Task to carry out:
Repeat exactly, and only, the lines from the line containing "Task: Give me" through the last line of the records below, including both.
****
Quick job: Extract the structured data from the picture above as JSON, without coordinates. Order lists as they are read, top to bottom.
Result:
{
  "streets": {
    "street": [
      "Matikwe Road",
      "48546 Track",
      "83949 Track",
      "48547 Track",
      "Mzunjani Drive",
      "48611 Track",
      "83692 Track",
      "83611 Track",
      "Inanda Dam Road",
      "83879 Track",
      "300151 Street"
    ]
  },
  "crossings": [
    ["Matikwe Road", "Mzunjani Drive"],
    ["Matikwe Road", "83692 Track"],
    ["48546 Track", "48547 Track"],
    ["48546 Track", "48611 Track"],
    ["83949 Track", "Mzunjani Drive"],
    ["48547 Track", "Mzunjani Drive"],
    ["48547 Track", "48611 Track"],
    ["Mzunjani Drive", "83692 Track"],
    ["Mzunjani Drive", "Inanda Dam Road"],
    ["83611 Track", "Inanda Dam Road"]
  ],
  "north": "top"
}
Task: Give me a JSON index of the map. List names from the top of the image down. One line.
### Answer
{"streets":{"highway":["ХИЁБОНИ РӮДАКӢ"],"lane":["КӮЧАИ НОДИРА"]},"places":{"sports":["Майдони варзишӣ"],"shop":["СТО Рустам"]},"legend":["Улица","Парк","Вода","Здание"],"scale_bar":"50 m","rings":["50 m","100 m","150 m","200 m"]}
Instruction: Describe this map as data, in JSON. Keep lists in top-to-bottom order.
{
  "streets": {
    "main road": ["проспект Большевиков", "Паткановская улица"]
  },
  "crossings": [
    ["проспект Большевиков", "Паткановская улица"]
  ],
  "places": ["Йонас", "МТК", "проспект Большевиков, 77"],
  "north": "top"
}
****
Response to this task:
Task: Give me a JSON index of the map. List names from the top of the image down. One line.
### Answer
{"streets":{"highway":["ХИЁБОНИ РӮДАКӢ"],"lane":["КӮЧАИ НОДИРА"]},"places":{"sports":["Майдони варзишӣ"],"shop":["СТО Рустам"]},"legend":["Улица","Парк","Вода","Здание"],"scale_bar":"50 m","rings":["50 m","100 m","150 m","200 m"]}
Instruction: Describe this map as data, in JSON. Keep lists in top-to-bottom order.
{
  "streets": {
    "main road": ["проспект Большевиков", "Паткановская улица"]
  },
  "crossings": [
    ["проспект Большевиков", "Паткановская улица"]
  ],
  "places": ["Йонас", "МТК", "проспект Большевиков, 77"],
  "north": "top"
}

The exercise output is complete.